Each of my doctors has had their unique role in helping me to learn how to live with my diagnosis.  When Dr. Leehey would come into the exam room, I would inevitably breathe out and relax.  Just by her presence, she kept me calm and helped me to have confidence in my own ability to understand and manage my health.  When I struggled with the idea of applying for disability, Dr. Leehey was reassuring, “When you have Parkinson’s, you can remain active but there will come a time when you cannot be gainfully employed.”  This was such a different message than I had gotten from anyone else.  With Dr. Leehey, I have felt included in the process of determining what my needs were and how to meet those needs.  I have been a partner, not just a patient.  Fortunately, I am currently enrolled in a study with Dr. Leehey and will be for two more years.  I will still have a couple more visits with her.   

Dr. Jacci Bainbridge

Dr. Bainbridge is working with Dr.
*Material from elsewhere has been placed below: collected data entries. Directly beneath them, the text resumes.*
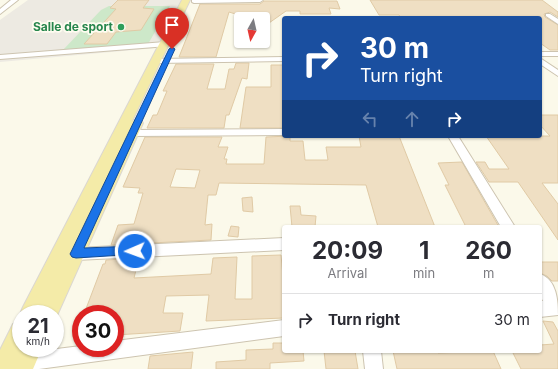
<!DOCTYPE html>
<style>
:root{--surface:#fff;--page:#f7f7f7;--text:#2b2b33;--muted:#7c7c81;--line:#e1e1e2}
body{margin:0;font-family:Inter,sans-serif;background:var(--page);color:var(--text);height:100vh;display:flex;flex-direction:column;font-size:15px;white-space:nowrap}
*{box-sizing:border-box;margin:0}
p{font-size:13px;color:var(--muted)}
.icon{flex:none;width:22px;height:22px;fill:none;stroke:currentColor;stroke-width:2;stroke-linecap:round;stroke-linejoin:round}
.map{position:relative;flex:1;overflow:hidden}
.drawer{position:absolute;left:282px;top:225px;width:260px;height:128px;display:flex;flex-direction:column;background:var(--surface);border-radius:4px;box-shadow:0 1px 3px #0004}
.drawer>*{flex:none}
.hud{position:absolute;left:282px;top:16px;width:260px;height:122px;border-radius:4px;box-shadow:0 1px 3px #0004;background:#1a4fa0;color:#fff;overflow:hidden}
.needle{width:26px;rotate:188deg}
.buttons{position:absolute;left:234px;top:12px;display:grid;gap:8px}
.buttons a{display:grid;place-items:center;width:36px;height:36px;border-radius:4px;background:var(--surface);box-shadow:0 1px 3px #0004;font-size:20px}
.speed{position:absolute;left:12px;top:305px;display:flex;gap:8px;font-size:20px;font-weight:700;text-align:center}
.speed>*{display:grid;place-content:center;width:52px;height:52px;border-radius:50%;background:var(--surface);box-shadow:0 1px 3px #0004;line-height:1}
.speed small{font-size:10px;font-weight:400}
.speed .limit{border:6px solid #d22;background:#fff;color:#111}
.pin{position:absolute;display:grid;place-items:center;width:34px;height:34px;color:#fff;margin:-41px -17px;border-radius:50% 50% 50% 0;rotate:-45deg;box-shadow:0 0 4px #0007}
.pin .icon{rotate:45deg}
.me{position:absolute;width:44px;margin:-22px;rotate:268deg;stroke-linejoin:round;filter:drop-shadow(0 0 3px #0008)}
.turn{display:flex;align-items:center;gap:14px;height:84px;padding:0 12px;font-size:18px}
.turn .icon{width:52px;height:52px;stroke-width:2.5}
.turn b{display:block;font-size:28px;line-height:34px}
.lanes{display:flex;align-items:center;height:38px;padding:0 12px;background:#0003;justify-content:center;gap:20px;direction:ltr}
.lanes .off{opacity:.35}
.eta{display:flex;justify-content:space-evenly;align-items:center;height:68px;text-align:center}
.eta b{font-size:24px;font-weight:700;line-height:28px}
ul{padding:0;list-style:none}
li{display:flex;align-items:center;gap:12px;height:52px;padding:0 12px;border-top:1px solid var(--line)}
li div{flex:1}
li b{display:block;font-size:15px}
li em{font-style:normal}
.map>svg:first-child{display:block}
</style>
<div class="map">
<svg width="558" height="369" viewBox="0 0 558 369">
<rect width="100%" height="100%" fill="#fbf9ea"/>
<!-- industrial -->
<path fill="#edeae2" d="M 28,0 L 182,0 L 156,48 L 0,62 L 0,20 Z"/>
<!-- green -->
<path fill="#cde8c9" d="M 109,6 L 170,6 L 148,44 L 63,50 L 101,10 Z"/>
<!-- building -->
<path fill="#efdfc3" stroke="#e0caa5" fill-rule="evenodd" d="M 118,0 L 149,0 L 143,8 L 154,9 L 141,30 L 116,32 L 107,44 L 84,44 L 116,9 L 110,8 Z
M 370,0 L 542,0 L 558,12 L 558,17 L 550,12 L 544,14 L 545,17 L 558,25 L 558,50 L 550,50 L 540,43 L 540,18 L 401,18 L 399,15 L 379,15 Z
M 264,1 L 337,1 L 340,9 L 329,8 L 331,14 L 300,14 L 300,11 L 286,11 L 269,23 L 263,22 L 263,19 L 241,19 L 242,16 L 229,12 L 216,57 L 179,57 L 200,4 L 260,4 Z
M 236,63 L 249,63 L 247,79 L 242,78 L 229,115 L 226,115 L 224,128 L 147,128 L 153,115 L 157,115 L 167,91 L 163,91 L 176,64 L 214,64 L 207,89 L 225,89 L 229,69 L 234,69 Z
M 271,65 L 284,65 L 284,128 L 240,128 L 246,87 L 271,87 Z
M 540,115 L 558,115 L 558,183 L 542,183 L 558,204 L 558,240 L 518,182 L 489,182 L 476,162 L 485,162 L 489,169 L 509,169 L 486,136 L 550,136 L 540,125 Z
M 290,136 L 290,141 L 303,141 L 305,160 L 328,160 L 326,147 L 361,147 L 359,136 L 399,136 L 435,227 L 378,227 L 366,185 L 219,183 L 216,195 L 208,195 L 205,225 L 212,224 L 211,240 L 111,245 L 118,225 L 134,224 L 143,193 L 138,193 L 140,188 L 123,187 L 145,137 L 222,137 L 218,147 L 228,147 L 224,159 L 227,159 L 226,164 L 264,164 L 266,137 ZM 176,169 L 200,170 L 195,188 L 170,187 Z
M 462,162 L 499,227 L 466,227 L 445,185 L 449,185 L 438,163 Z
M 252,197 L 253,212 L 243,211 L 242,198 Z
M 290,206 L 300,206 L 301,215 L 316,216 L 315,227 L 292,227 Z
M 231,226 L 239,227 L 238,237 L 228,236 Z
M 281,255 L 283,276 L 284,276 L 284,318 L 206,321 L 209,295 L 166,296 L 163,313 L 183,313 L 180,331 L 115,335 L 115,314 L 84,314 L 103,264 L 105,264 L 106,260 L 139,258 L 134,278 L 211,274 L 213,258 L 237,257 L 235,299 L 252,299 L 252,256 Z
M 540,262 L 558,262 L 558,281 L 552,281 L 547,276 L 540,273 Z
M 543,321 L 553,322 L 558,331 L 558,369 L 521,369 L 512,351 L 540,351 L 540,345 L 554,344 Z
M 273,343 L 284,343 L 284,351 L 303,351 L 304,361 L 270,363 L 270,369 L 216,369 L 216,362 L 246,360 L 246,350 L 273,349 Z
M 324,351 L 355,351 L 358,369 L 326,369 Z
M 393,351 L 438,351 L 438,353 L 493,351 L 501,369 L 397,369 Z
M 193,352 L 191,369 L 148,369 L 150,356 Z"/>
<g fill="none" stroke-linecap="round" stroke-linejoin="round">
<defs>
<path id="minor" d="M 11,0 L 18,0 L 0,14 L 0,9 Z
M 192,0 L 263,0 L 260,2 L 194,3 L 192,2 Z
M 546,14 L 550,14 L 558,19 L 558,24 L 546,16 Z
M 165,42 L 169,44 L 168,46 L 0,59 L 0,55 Z
M 540,52 L 558,52 L 558,56 L 540,56 Z
M 284,57 L 284,61 L 157,63 L 153,61 L 157,59 Z
M 540,58 L 558,70 L 558,76 L 540,64 Z
M 284,129 L 284,135 L 132,136 L 127,133 L 132,130 Z
M 448,136 L 458,136 L 515,227 L 501,227 Z
M 284,238 L 284,250 L 76,260 L 71,259 L 69,254 L 71,249 L 76,248 Z
M 540,274 C 557,280 558,301 558,315 L 540,317 L 540,301 L 543,301 L 540,295 Z
M 284,320 L 284,336 L 39,369 L 19,369 L 15,362 L 18,356 L 24,353 L 81,346 L 81,348 L 115,348 L 115,341 Z
M 363,351 L 381,351 L 383,369 L 365,369 Z"/>
<path id="major" d="M 182,0 L 190,0 L 132,121 L 137,119 L 141,120 L 143,123 L 55,320 L 55,314 L 21,314 L 21,317 L 20,314 L 23,307 Z
M 21,321 L 21,348 L 42,348 L 33,369 L 0,369 L 0,350 L 13,324 Z"/>
</defs>
<!-- minor casing -->
<use href="#minor" stroke="#cdc4b0" stroke-width="2"/>
<!-- major casing -->
<use href="#major" stroke="#dbd7d1" stroke-width="2"/>
<!-- minor -->
<use href="#minor" fill="#fff" fill-rule="evenodd"/>
<!-- major -->
<use href="#major" fill="#f4eba8" fill-rule="evenodd"/>
</g>
<!-- route -->
<path fill="#1a73e8" stroke="#114b97" d="M 172,47 L 175,49 L 84,248 L 135,246 L 139,248 L 141,251 L 139,254 L 76,258 L 72,257 L 70,254 L 72,250 L 169,49 Z"/>
<!-- markers -->
<circle fill="#2e9e5b" stroke="#fefcf0" stroke-width="1.5" cx="121" cy="27" r="4"/>
<g text-anchor="middle" stroke-width="3.5" stroke-linejoin="round" paint-order="stroke">
<!-- far-leisure labels -->
<g font-size="12" font-weight="bold" fill="#27864d" stroke="#fefcf0" text-anchor="end">
<text x="113" y="31">Salle de sport</text>
</g>
</g>
</svg>
<div class="buttons">
<a><svg class="needle" viewBox="-14 -14 28 28"><path d="M0-13l5 13h-10z" fill="#e53935"/><path d="M0 13l5-13h-10z" fill="#7c7c81"/></svg></a>
</div>
<div class="speed"><div>21<small>km/h</small></div><div class="limit">30</div></div>
<div class="pin" style="left:172px;top:49px;background:#d93025"><svg class="icon" aria-label="arrive" viewBox="0 0 24 24"><path d="M6 21V4h12l-3 4 3 4H6"/></svg></div>
<svg class="me" style="left:135px;top:251px" viewBox="-20 -20 40 40"><circle r="17" fill="#1a73e8" stroke="#fff" stroke-width="3"/><path d="M0-11L8 9 0 5-8 9z" fill="#fff"/></svg>
<div class="hud">
<div class="turn"><svg class="icon" aria-label="right" viewBox="0 0 24 24"><path d="M7 20v-9h11M14 6l5 5-5 5"/></svg><div><b>30 m</b>Turn right</div></div>
<div class="lanes"><svg class="icon off" aria-label="left" viewBox="0 0 24 24"><path d="M17 20v-9H6M10 6l-5 5 5 5"/></svg><svg class="icon off" aria-label="ahead" viewBox="0 0 24 24"><path d="M12 20V5M6 11l6-6 6 6"/></svg><svg class="icon" aria-label="right" viewBox="0 0 24 24"><path d="M7 20v-9h11M14 6l5 5-5 5"/></svg></div>
</div>
<section class="drawer">
<div class="eta">
<div><b>20:09</b><p>Arrival</p></div>
<div><b>1</b><p>min</p></div>
<div><b>260</b><p>m</p></div>
</div>
<ul>
<li><svg class="icon" aria-label="right" viewBox="0 0 24 24"><path d="M7 20v-9h11M14 6l5 5-5 5"/></svg><div><b>Turn right</b></div><em>30 m</em></li>
</ul>
</section>
</div>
Leehey in the study mentioned above, and it was she who first contacted me about participating in this study.  She introduced herself as Jacci and it was months before I learned that she has her Doctor of Pharmacy and is a professor at the University Of Colorado College Of Pharmacy.  I have since learned that she has twice been awarded the honor of “Professor of the Year” at the University of Colorado.  She is one busy lady but when I come in for my study visit, I have always felt as though she had all the time in the world for me.  When I started to forget to take the study medication and thought I should leave the study, Jacci talked me into staying with it.  I am very grateful for that!  Thankfully, the study is not over yet.
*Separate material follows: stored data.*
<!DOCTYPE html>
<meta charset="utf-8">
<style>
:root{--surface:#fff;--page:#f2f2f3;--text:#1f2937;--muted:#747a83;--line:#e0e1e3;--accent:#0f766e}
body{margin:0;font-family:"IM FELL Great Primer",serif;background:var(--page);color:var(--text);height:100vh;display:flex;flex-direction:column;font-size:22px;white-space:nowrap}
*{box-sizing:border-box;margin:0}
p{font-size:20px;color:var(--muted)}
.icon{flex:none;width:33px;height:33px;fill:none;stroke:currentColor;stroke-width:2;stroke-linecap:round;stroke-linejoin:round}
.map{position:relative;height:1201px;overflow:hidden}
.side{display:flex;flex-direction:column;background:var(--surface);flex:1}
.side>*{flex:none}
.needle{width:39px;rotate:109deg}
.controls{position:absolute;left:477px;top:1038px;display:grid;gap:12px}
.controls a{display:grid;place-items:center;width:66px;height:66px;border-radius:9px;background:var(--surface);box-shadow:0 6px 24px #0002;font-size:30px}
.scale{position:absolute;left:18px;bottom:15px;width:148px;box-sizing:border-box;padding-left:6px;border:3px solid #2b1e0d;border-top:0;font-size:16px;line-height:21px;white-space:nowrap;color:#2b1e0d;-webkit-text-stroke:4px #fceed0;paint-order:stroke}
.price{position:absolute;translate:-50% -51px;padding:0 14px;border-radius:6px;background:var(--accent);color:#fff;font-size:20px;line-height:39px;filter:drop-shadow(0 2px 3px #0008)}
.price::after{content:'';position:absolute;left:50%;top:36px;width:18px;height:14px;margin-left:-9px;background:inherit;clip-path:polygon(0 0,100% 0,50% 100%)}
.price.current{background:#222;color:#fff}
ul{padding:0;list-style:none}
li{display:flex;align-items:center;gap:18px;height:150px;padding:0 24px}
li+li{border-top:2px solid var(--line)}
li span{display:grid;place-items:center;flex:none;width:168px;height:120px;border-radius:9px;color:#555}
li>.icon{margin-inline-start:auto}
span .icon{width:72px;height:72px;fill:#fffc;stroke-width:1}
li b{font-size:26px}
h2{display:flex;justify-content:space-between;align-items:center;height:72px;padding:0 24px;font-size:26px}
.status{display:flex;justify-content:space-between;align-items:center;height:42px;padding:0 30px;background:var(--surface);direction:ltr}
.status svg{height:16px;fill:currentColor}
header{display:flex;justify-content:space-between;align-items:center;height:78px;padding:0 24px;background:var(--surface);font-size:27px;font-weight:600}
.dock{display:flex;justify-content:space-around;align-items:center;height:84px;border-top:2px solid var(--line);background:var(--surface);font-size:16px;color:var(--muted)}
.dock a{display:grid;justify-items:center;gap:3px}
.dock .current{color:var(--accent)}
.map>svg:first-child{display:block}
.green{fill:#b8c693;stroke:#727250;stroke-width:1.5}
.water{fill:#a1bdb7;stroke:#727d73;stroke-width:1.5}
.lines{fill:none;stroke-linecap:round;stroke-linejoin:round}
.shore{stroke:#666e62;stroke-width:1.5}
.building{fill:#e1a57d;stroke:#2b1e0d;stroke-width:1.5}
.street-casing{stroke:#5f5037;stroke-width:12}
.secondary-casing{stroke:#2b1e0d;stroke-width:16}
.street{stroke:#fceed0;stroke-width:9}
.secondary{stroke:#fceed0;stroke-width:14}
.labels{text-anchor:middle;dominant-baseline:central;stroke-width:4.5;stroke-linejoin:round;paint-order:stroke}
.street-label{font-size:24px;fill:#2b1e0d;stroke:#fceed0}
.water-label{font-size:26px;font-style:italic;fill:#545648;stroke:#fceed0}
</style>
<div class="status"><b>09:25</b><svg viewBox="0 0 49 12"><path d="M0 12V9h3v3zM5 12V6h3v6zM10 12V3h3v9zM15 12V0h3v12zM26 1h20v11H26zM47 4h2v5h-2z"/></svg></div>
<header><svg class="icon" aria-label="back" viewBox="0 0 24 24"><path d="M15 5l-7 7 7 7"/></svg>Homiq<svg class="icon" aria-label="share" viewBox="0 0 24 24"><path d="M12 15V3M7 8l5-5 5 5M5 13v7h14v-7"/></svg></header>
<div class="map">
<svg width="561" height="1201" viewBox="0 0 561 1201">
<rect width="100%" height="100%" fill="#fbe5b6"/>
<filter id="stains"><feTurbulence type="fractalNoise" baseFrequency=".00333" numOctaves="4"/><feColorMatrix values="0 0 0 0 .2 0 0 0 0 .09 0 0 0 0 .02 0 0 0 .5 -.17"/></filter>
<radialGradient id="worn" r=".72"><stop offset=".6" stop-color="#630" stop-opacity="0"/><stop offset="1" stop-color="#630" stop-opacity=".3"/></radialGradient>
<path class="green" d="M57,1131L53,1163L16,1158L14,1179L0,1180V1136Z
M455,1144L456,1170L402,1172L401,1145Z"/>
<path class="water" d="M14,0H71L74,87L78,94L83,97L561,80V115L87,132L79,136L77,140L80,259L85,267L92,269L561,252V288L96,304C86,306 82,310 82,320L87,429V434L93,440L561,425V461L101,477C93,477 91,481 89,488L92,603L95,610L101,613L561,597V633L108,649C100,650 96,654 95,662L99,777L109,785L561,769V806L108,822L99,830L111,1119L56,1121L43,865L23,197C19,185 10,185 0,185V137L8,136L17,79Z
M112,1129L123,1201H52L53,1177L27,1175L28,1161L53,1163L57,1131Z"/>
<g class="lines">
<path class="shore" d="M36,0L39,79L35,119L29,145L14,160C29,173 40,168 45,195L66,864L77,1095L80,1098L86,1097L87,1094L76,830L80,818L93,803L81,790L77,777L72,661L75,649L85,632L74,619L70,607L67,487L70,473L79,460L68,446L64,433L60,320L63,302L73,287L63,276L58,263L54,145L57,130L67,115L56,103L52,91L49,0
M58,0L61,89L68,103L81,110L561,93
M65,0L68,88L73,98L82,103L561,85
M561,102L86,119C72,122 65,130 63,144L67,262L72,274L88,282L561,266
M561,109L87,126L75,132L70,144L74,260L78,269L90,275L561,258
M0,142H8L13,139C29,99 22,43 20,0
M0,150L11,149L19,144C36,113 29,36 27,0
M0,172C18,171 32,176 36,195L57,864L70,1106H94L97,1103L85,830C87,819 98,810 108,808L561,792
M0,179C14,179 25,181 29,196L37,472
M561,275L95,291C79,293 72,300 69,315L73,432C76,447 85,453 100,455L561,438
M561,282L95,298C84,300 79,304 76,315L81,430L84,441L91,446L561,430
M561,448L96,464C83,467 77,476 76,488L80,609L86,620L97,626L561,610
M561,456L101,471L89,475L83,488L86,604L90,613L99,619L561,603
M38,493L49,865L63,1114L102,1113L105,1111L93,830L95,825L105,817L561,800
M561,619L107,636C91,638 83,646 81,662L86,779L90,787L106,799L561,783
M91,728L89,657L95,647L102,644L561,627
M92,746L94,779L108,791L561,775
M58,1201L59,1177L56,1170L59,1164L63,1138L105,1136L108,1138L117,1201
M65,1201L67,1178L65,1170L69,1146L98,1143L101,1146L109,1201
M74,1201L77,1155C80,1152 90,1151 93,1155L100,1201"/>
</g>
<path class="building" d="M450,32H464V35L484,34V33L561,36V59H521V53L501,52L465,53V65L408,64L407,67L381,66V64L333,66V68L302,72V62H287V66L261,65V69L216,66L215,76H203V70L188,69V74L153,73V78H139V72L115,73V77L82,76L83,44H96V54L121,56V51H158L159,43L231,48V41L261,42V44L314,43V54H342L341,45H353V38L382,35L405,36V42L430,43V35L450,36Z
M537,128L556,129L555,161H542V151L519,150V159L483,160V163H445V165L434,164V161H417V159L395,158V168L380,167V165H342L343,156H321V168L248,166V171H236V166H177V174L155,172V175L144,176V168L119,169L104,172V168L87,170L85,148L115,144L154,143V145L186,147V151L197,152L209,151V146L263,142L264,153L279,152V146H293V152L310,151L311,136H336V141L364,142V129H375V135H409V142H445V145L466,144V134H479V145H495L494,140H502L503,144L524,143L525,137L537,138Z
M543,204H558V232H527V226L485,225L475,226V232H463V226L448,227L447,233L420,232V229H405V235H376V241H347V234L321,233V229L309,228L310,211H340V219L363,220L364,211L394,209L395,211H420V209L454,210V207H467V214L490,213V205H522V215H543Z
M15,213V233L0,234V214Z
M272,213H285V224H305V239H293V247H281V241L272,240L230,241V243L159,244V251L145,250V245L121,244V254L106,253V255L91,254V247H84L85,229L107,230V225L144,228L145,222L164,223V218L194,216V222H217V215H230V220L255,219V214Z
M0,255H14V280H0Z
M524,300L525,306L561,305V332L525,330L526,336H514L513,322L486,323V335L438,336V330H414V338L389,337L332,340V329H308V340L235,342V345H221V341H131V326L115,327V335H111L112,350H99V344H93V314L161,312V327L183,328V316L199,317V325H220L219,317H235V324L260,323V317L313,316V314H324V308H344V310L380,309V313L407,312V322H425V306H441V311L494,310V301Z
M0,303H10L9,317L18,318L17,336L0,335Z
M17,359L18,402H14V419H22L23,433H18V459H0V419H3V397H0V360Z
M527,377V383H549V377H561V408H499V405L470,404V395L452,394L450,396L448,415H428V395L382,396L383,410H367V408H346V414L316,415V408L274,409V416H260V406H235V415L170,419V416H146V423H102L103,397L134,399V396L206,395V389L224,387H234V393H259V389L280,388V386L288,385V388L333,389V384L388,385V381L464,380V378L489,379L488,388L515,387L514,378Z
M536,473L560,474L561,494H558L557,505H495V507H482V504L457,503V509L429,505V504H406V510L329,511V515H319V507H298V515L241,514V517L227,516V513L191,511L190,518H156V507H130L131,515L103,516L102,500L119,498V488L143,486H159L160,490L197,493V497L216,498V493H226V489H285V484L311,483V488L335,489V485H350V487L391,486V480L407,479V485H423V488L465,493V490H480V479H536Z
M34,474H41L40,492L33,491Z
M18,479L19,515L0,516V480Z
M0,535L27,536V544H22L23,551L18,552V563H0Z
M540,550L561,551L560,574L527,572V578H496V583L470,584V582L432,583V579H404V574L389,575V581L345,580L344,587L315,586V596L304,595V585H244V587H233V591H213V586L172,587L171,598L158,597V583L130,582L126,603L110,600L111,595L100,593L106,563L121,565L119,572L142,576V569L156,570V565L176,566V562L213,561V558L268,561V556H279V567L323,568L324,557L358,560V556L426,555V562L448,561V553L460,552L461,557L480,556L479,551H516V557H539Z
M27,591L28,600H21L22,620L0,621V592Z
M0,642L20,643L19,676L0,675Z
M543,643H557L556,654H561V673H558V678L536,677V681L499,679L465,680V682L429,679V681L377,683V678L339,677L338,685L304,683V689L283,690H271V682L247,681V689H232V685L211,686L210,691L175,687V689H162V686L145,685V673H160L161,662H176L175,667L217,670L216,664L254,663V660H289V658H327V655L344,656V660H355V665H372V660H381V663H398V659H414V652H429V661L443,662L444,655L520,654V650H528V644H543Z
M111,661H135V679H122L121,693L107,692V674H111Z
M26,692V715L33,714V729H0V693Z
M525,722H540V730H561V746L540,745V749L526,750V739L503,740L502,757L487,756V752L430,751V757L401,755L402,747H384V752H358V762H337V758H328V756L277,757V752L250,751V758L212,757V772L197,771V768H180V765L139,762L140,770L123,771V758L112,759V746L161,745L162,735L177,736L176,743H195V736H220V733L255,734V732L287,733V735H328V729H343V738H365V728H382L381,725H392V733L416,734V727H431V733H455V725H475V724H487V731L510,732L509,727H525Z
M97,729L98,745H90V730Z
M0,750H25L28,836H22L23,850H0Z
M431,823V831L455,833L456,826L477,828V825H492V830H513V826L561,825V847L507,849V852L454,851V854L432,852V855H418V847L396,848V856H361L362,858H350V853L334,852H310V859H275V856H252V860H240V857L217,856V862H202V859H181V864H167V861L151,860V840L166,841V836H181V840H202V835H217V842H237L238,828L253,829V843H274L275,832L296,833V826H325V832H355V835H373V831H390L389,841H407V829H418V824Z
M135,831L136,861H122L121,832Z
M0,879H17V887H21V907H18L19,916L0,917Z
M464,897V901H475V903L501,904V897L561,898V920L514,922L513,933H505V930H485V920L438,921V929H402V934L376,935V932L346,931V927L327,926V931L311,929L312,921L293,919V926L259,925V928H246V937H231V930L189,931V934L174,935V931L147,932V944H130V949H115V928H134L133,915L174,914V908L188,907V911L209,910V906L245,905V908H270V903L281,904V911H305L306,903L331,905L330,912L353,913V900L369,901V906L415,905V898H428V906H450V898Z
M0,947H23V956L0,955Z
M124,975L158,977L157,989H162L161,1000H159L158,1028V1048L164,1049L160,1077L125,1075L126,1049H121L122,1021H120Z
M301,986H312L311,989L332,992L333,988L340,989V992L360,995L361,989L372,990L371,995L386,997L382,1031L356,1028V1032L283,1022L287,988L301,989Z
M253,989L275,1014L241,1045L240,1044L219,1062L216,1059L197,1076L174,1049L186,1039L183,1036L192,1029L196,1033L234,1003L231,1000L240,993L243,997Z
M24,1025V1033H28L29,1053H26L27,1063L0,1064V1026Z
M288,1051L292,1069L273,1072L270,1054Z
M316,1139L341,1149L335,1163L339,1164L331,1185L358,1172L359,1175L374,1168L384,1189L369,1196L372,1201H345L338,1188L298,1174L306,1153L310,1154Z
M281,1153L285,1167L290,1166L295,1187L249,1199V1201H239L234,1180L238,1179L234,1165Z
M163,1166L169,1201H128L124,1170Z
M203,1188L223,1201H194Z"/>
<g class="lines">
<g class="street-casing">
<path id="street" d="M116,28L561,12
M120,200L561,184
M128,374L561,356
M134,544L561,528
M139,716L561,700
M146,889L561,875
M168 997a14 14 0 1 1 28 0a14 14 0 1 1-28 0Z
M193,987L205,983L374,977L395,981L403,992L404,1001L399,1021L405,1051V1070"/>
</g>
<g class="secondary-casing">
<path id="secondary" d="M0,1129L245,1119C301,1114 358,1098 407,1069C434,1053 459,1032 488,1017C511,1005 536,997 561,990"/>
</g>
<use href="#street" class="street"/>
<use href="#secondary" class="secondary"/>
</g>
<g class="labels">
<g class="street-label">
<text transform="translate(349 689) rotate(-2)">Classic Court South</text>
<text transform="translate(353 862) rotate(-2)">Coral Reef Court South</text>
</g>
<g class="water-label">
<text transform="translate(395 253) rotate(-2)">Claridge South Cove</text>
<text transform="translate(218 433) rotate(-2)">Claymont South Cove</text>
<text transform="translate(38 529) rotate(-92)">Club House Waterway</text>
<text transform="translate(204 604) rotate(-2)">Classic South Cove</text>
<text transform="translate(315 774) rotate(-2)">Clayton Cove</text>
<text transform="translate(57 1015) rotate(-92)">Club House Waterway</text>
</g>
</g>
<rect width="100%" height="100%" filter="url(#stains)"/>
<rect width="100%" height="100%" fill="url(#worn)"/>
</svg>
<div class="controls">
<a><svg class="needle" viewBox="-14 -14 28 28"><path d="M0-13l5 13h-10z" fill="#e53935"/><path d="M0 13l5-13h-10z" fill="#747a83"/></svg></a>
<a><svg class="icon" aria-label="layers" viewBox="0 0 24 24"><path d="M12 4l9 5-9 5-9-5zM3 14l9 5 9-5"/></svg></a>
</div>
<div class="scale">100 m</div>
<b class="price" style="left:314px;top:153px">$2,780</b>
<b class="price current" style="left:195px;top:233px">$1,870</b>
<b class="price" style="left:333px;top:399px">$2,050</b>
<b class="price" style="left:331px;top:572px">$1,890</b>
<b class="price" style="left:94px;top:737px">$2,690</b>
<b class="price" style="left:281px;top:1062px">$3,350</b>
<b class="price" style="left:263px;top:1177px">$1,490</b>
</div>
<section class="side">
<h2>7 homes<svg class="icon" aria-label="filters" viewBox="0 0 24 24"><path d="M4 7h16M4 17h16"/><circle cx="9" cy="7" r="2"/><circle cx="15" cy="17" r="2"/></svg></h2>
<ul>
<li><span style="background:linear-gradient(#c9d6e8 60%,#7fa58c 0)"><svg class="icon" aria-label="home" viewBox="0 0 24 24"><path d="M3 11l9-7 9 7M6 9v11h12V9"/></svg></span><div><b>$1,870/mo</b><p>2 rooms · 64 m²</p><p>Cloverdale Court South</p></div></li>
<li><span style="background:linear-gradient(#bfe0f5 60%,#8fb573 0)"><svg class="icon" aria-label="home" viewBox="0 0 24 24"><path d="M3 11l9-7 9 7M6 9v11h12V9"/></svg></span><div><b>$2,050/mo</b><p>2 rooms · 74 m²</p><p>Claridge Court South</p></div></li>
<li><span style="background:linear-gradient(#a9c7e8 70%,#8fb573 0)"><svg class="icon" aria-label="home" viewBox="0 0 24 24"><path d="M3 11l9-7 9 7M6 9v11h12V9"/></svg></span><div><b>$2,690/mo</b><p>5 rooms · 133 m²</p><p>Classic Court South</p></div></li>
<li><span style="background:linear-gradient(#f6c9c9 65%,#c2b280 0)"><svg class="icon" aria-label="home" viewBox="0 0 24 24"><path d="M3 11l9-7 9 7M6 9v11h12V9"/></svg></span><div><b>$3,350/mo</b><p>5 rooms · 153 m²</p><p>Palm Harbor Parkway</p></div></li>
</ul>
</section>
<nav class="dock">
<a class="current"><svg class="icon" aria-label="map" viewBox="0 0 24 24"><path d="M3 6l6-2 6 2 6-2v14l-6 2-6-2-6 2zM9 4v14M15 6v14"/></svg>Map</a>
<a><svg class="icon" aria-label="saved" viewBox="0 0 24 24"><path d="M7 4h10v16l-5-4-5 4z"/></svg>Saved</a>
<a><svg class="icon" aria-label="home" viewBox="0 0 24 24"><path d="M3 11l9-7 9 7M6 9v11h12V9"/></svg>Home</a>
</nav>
One more person deserves special mention, even though she is not a doctor:


Rachel is a registered nurse who works with the Complex Care Program through Anthem Insurance Company as a nurse advocate for patients who have multiple health issues.  For the last 9 months or so, Rachel has called regularly to check up on me and see how I’m doing, how I’m managing with my Parkinson’s, and whether I have any questions.  I wish everyone had the opportunity to have a nurse advocate.  I knew that I could call Rachel at any time and if I had concerns, she would do her best to find answers or more resources for me so that I could find answers myself.  Not only did CU Anthem drop me from their insurance but CU dropped the Complex Care Program as part of their health coverage.  From a purely monetary aspect, I would consider this to be a huge mistake.  Often my questions to Rachel had to do with something new that would come up with my health issues and I would wonder which doctor or specialist would be the right one to handle that particular new challenge.  Her guidance saved me from going from doctor to doctor as I tried to puzzle my way through once again.

Onward!  As hard as it is to leave these doctors, I know that I will get to know my new doctors at Kaiser, too, and will find that they will each have their unique gifts to share with me.   I’m also hoping that maybe Kaiser will have a nurse advocate program. 

For now, I will end with a huge THANK YOU to Dr. Olga, Dr. Hall, Dr. Leehey, Jacci, and Rachel!  I can’t thank you enough for all that you’ve done for me!